John Millman has revealed the psychological strain of Australia’s mandatory 14-day hotel room quarantine regime as the ATP Player Council member counts down the four days remaining until his release in Sydney.
And the No. 38 Queenslander believes that if Victoria state officials stick to their hard line of isolating arriving foreign players for a fortnight prior to the Australian Open, then the Grand Slam might as well not be held.
“I’ve always been of the opinion that if they had to do this, after living through it (myself), there’s zero chance that the tournament goes ahead,” Millman, who returned from European events, told Britain’s The Tennis Podcast.
“I just don’t think that it’s conducive to a player’s health to come in and do 14 days confined to a room and then go out there and play a grand slam.

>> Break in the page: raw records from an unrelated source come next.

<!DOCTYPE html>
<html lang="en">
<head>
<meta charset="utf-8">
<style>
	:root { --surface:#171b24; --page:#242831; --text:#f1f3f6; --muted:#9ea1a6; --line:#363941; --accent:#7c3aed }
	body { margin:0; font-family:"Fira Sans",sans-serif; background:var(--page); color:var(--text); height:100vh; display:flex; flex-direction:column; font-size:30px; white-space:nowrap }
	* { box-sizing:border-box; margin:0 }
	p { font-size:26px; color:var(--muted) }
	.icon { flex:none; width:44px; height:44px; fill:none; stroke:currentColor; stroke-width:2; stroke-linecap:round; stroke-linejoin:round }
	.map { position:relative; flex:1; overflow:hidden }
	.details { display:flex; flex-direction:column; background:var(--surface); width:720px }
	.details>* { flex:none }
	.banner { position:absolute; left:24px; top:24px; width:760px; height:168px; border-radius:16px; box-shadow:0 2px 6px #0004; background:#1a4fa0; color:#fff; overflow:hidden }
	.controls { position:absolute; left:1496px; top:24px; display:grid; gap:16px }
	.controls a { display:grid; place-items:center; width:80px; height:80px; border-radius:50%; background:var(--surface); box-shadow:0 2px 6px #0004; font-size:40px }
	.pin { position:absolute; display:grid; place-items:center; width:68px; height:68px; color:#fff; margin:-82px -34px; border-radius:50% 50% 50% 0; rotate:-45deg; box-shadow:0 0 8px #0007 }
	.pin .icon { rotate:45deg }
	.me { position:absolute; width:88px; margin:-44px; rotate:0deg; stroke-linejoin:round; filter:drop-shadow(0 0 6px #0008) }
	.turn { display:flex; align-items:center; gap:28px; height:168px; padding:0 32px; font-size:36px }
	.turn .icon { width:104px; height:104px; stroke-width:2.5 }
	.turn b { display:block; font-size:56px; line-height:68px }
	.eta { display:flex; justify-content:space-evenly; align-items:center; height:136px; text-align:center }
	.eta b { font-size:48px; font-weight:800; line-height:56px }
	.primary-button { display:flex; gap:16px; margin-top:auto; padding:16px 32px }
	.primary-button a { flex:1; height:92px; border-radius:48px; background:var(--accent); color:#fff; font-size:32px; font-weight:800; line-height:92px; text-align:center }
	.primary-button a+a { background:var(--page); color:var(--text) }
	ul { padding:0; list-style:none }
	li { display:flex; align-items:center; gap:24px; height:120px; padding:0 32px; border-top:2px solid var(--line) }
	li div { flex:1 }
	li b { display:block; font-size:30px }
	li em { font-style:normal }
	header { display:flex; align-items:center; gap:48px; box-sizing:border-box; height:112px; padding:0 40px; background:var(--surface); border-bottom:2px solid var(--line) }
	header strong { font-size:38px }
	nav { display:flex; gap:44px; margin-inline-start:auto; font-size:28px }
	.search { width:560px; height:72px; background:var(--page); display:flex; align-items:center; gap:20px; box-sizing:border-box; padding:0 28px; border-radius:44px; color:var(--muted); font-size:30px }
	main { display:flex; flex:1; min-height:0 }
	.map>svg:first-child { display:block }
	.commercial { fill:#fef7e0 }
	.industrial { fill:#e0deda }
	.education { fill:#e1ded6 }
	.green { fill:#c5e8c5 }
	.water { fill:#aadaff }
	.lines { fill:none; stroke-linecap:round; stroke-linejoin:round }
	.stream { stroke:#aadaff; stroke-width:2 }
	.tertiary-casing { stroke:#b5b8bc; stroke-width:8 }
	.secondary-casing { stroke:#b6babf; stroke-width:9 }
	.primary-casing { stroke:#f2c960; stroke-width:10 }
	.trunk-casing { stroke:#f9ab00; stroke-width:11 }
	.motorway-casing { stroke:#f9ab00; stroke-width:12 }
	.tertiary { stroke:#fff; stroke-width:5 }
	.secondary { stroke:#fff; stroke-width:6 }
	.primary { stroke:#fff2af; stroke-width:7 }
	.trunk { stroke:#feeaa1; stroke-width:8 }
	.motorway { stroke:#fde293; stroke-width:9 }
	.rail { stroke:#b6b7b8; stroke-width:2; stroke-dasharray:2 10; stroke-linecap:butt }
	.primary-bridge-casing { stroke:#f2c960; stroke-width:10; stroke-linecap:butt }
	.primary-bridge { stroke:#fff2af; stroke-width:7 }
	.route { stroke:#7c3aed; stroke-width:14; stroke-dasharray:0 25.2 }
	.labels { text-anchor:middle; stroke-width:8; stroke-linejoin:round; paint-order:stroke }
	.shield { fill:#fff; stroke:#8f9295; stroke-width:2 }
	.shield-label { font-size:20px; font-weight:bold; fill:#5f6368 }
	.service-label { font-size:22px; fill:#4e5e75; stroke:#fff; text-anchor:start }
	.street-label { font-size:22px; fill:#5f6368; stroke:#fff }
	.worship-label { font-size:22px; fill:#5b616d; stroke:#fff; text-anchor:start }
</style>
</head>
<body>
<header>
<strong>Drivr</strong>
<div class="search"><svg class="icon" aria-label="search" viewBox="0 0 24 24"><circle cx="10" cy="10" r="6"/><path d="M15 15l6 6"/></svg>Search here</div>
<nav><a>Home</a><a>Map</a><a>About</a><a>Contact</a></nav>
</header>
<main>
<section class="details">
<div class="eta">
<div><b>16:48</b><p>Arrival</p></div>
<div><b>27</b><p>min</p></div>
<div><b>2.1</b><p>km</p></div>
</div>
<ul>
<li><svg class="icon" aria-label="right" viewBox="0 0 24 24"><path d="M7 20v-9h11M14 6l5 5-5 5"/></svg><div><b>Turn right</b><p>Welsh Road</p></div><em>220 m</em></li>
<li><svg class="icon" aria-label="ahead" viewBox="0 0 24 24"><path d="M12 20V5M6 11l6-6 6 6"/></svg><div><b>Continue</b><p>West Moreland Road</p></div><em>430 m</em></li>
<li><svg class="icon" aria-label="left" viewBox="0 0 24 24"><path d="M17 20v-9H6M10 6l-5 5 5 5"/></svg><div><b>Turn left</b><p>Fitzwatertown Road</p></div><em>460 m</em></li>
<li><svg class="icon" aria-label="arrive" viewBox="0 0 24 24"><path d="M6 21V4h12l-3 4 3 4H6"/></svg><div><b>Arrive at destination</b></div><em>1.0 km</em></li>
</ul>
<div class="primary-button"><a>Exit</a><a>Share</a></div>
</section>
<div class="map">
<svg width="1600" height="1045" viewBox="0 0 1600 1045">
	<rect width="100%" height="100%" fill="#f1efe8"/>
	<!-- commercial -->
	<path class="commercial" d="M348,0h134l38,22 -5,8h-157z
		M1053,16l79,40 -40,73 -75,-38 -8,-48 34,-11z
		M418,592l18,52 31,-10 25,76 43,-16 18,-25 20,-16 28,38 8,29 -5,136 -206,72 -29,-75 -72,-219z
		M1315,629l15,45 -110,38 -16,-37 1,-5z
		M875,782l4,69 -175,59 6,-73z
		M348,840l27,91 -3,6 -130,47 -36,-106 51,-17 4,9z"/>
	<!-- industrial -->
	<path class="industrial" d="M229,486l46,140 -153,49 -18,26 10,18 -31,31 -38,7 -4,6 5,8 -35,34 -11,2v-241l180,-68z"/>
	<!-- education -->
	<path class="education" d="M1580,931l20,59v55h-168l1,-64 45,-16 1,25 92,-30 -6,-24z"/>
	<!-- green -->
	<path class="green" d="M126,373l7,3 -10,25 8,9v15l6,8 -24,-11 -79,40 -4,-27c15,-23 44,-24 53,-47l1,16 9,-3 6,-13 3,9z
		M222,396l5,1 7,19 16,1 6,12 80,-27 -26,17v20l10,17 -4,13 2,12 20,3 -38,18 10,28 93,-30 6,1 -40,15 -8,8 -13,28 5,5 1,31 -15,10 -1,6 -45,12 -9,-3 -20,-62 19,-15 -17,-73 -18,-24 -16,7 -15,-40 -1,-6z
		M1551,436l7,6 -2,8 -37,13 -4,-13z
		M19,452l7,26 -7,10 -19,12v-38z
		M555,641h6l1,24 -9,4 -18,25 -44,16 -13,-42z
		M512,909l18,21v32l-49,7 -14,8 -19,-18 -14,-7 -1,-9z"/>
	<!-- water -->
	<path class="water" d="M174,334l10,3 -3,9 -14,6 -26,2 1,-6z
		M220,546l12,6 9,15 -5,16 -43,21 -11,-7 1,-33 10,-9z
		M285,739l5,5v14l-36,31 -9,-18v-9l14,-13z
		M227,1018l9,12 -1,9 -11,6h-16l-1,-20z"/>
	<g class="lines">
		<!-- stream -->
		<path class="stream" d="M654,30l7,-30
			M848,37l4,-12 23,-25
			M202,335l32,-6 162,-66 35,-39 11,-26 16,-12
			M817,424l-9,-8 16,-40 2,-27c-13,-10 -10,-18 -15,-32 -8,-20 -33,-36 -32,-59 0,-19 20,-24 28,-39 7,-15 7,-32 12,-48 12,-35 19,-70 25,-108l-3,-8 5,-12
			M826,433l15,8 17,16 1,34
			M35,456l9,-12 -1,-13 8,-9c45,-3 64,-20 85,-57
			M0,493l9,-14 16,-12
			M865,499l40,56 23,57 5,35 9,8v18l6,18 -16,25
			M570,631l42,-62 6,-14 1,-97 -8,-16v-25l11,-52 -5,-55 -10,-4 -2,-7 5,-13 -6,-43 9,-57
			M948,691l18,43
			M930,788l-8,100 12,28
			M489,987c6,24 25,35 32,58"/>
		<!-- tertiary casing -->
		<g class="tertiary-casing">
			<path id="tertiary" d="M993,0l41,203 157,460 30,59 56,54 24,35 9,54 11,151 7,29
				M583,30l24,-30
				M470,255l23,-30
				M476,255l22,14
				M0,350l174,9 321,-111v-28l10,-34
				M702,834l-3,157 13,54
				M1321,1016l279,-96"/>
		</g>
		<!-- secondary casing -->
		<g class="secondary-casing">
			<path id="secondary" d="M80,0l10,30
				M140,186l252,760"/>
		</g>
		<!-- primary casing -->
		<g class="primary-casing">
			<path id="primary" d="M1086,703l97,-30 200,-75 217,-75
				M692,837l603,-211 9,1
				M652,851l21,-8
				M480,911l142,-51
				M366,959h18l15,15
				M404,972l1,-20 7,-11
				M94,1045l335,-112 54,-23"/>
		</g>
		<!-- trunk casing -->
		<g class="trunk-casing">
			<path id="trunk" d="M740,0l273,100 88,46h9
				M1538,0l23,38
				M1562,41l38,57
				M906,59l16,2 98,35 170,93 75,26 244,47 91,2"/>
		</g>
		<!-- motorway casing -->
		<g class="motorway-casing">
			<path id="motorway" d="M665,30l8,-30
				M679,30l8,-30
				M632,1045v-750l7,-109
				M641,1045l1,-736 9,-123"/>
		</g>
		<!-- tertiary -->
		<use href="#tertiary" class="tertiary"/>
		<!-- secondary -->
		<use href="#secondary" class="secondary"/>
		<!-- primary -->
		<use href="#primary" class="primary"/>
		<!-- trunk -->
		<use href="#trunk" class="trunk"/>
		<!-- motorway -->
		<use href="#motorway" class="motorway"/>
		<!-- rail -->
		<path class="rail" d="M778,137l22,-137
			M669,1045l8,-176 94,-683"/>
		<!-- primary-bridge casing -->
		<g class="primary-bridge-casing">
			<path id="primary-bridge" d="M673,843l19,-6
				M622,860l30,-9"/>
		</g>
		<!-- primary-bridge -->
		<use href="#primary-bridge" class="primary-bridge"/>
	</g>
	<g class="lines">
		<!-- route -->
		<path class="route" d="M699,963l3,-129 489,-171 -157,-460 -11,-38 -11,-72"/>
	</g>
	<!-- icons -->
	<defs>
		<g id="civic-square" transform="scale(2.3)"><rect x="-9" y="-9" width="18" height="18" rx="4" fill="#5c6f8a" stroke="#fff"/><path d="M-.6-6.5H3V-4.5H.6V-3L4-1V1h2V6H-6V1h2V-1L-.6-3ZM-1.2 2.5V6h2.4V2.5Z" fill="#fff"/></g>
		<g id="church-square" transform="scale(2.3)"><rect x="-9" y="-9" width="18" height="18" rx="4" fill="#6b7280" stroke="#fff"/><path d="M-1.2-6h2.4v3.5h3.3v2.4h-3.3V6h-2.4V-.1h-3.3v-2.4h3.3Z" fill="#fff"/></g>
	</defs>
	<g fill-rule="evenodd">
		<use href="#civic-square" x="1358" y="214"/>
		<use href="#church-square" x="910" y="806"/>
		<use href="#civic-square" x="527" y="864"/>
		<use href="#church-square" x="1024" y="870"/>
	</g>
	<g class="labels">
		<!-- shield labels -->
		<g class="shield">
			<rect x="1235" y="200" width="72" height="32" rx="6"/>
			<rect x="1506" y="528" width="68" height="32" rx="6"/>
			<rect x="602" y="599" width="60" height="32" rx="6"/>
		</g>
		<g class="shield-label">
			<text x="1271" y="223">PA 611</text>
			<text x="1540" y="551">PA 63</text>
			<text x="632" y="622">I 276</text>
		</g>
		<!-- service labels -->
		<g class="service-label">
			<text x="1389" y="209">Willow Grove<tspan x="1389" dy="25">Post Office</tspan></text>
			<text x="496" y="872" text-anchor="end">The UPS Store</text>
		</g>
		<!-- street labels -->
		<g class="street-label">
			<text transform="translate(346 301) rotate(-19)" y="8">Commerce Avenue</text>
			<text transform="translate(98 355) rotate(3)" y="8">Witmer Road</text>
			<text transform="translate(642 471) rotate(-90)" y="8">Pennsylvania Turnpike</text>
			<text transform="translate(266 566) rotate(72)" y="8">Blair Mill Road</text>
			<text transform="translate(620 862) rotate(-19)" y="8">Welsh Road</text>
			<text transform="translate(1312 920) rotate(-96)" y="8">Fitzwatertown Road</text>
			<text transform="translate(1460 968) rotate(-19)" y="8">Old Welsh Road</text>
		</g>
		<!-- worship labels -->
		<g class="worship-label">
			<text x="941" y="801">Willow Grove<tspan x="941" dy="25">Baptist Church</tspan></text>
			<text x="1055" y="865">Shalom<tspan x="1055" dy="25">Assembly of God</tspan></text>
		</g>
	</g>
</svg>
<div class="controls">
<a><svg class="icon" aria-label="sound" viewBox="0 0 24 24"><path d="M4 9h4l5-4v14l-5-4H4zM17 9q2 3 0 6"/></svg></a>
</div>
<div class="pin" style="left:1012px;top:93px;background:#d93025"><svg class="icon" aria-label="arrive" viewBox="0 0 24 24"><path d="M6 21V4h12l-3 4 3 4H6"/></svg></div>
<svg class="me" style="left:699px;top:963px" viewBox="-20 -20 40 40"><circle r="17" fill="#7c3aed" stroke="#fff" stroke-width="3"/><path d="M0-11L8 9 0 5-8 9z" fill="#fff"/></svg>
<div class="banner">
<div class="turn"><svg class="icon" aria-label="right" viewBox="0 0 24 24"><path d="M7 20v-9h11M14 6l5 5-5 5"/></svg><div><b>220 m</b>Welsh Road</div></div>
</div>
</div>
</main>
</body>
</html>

“You’re at risk of injury. You lose so much conditioning.
“This is going to take me a week or two just to start feeling the ball again when I get out of here.
“I’ve always thought that if that was the case, it (the tournament) wouldn’t exist.
The Grand Slam would not exist.”
Tennis Australia bosses are engaged in close door negotiations with government bureaucrats to allow players to at least exit daily inside a tight health bubble to train during their lockdown in Melbourne.
Already, the start of any possible Open looks like now being set for February 1 – two weeks late and a sure-fire 2021 schedule-wrecker for the ATP and WTA/
Reports are emerging that the possibility of training during quarantine might just be a goer… but nothing definitive has been announced.
“I was hearing … players would have to come in and do a 14-day hard lockdown like I’m doing right now,” Millman said.